Christmas on 34th Street
- Macy’s share price surged amid reports that it has received a buy-out offer from a property investor. The retailer’s sales have struggled of late, but the value of its properties in prime locations like midtown Manhattan has stood up well. The news comes shortly after Neiman Marcus was said to have rejected a takeover offer from Saks Fifth Avenue.
- Christmas has been ruined for workers at Hasbro. Over 1,000 are being laid off, a fifth of the workforce, according to reports. The toymaker, which counts Monopoly, Play-Doh and My Little Pony among its brands as well as the Dungeons & Dragons franchise, has seen sales slide since the pandemic.

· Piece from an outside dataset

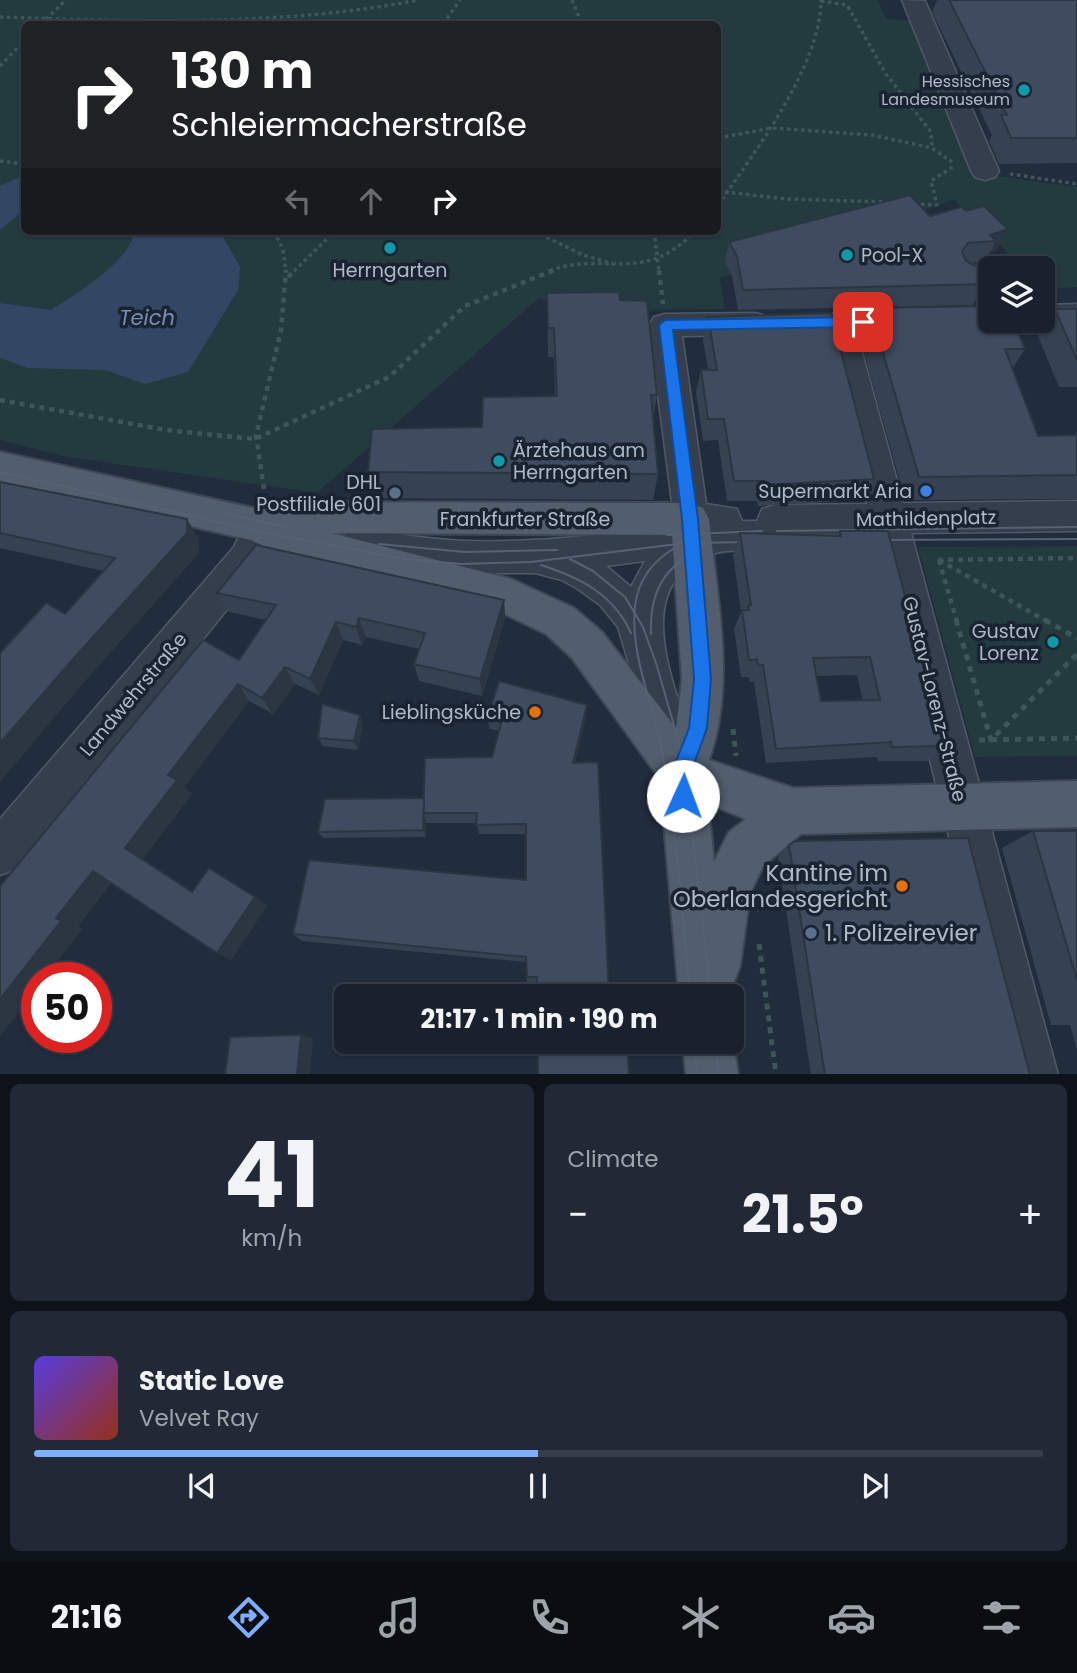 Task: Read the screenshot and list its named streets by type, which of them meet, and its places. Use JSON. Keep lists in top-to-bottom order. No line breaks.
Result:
{"streets":{"main road":["Frankfurter Straße"],"street":["Mathildenplatz","Landwehrstraße","Gustav-Lorenz-Straße"]},"crossings":[["Mathildenplatz","Frankfurter Straße"],["Mathildenplatz","Gustav-Lorenz-Straße"],["Frankfurter Straße","Landwehrstraße"]],"water":["Teich"],"places":["Hessisches Landesmuseum","Herrngarten","Pool-X","Ärztehaus am Herrngarten","Supermarkt Aria","DHL Postfiliale 601","Gustav Lorenz","Lieblingsküche","Kantine im Oberlandesgericht","1. Polizeirevier"],"page":{"turn":["130 m","Schleiermacherstraße"],"limit":"50","trip":"21:17 · 1 min · 190 m","tile":[["41","km/h"],"Climate"],"heat":["−","21.5°","+"],"song":["Static Love","Velvet Ray"],"tabs":"21:16"}}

- Netflix published its first "engagement” report, counted by viewing hours. Hollywood writers and actors had demanded more transparency from streaming services during their recent strike. Between January and June "The Night Agent” was the most popular programme (viewed for 812m hours) followed by season two of "Ginny & Georgia” (665m) and "The Glory” (623m). Only four shows in the top 50, including “Pablo Escobar” (170m) and "New Amsterdam” (153m), were produced before 2020.